Four varieties of carbonatite have been found, three in situ. These are porphyritic sövite, phlogopite sövite, and sövite breccia. The fourth variety, a foliated silicocarbonatite, has been found only as a 30 cm block in the drift. Considerable internal heterogeneity is a common feature of carbonatites, which often involve several generations of brecciation and incorporation into later phases of injection. The most striking rock is the phlogopite sövite, which owes its orange colour to myriads of small phlogopite plates included in a matrix of large calcite crystals. The rock also contains rosettes of apatite. The porphyritic sövite is white in colour, and is made of coarse calcite crystals. On one face of the exposure it is layered, with 2 cm-thick bands of the relatively rare mineral chondrodite (a hydrated magnesium silicate) separated by 25 cm-thick layers of normal sövite. The sövite breccia is a matrix-supported breccia of brown carbonatite fragments in a coarsely crystalline, brown sövite matrix resembling the phlogopite sövite.

Late suite

The silica-saturated and oversaturated alkali feldspar-syenites of the late suite are relatively well exposed on the southern slopes of Cnoc-na-Sroine. The rocks are less exotic and controversial than those of the earlier suite, and are similar to the 'perthosites' and melanite syenites in the Loch Ailsh intrusion. The top of Cnoc-na-Sroine is formed of quartz-syenites ('nordmarkites') which, with around 12 vol.% quartz, are more quartzose than the quartz-syenites at Loch Ailsh and a little richer in potassium relative to sodium (Parsons, 1972). Shand (1910) considered that the quartz-syenites grade downwards continuously into quartz-free syenites, with or without melanite, and eventually into the melanite syenites ('ledmorites') in the Ledmore River.

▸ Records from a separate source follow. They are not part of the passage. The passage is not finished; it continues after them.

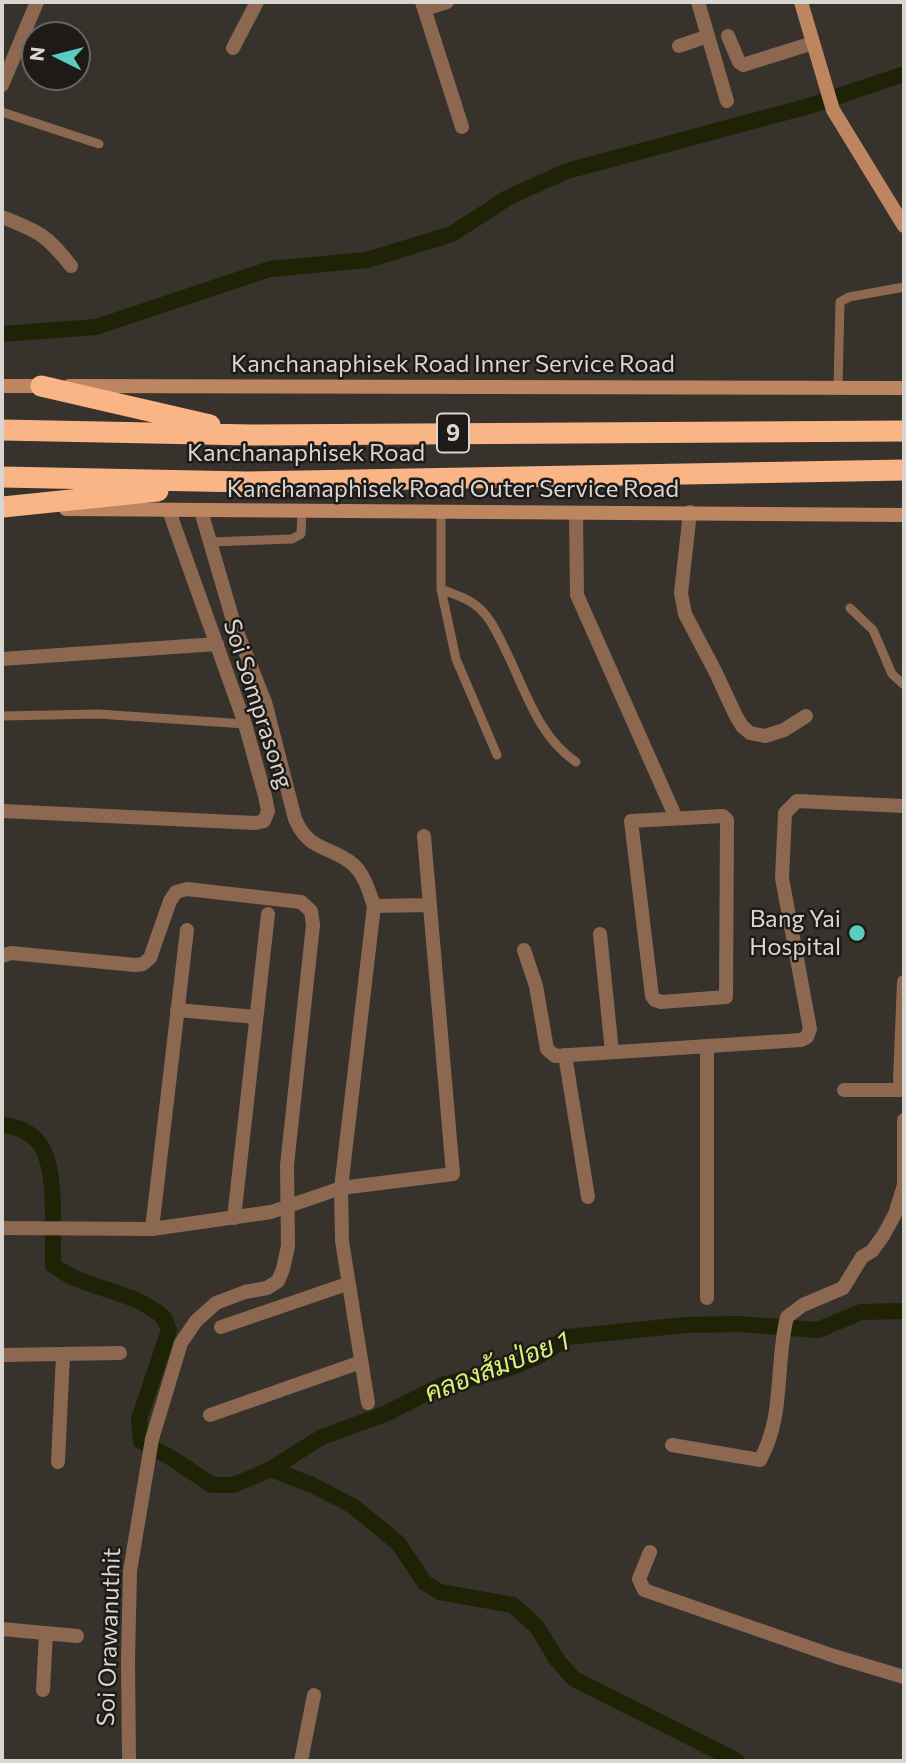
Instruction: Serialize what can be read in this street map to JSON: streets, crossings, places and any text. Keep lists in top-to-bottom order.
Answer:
{
  "streets": {
    "highway": ["9", "Kanchanaphisek Road"],
    "main road": ["Kanchanaphisek Road Inner Service Road", "Kanchanaphisek Road Outer Service Road"],
    "street": ["Soi Somprasong", "Soi Orawanuthit"]
  },
  "crossings": [
    ["Kanchanaphisek Road Outer Service Road", "Soi Somprasong"]
  ],
  "water": ["คลองส้มป่อย 1"],
  "places": ["Bang Yai Hospital"],
  "north": "left"
}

Woolley (1970) divided the syenites into a downward succession of quartz-syenites, 'perthosites' (with or without melanite) and 'grey perthosites'. The former two variants form the bulk of Cnoc-na-Sroine, and their relationships are best seen in the Allt a' Bhrisdidh (Figure 7.5), [NC 252 119] where the quartz-syenites can be shown to be interleaved with the 'perthosites', with intrusive junctions (Woolley, 1970). The 'grey perthosite' variant is seen only in the low ground west of the Allt a' Mhuillin gorge (Figure 7.4), around [NC 283 099].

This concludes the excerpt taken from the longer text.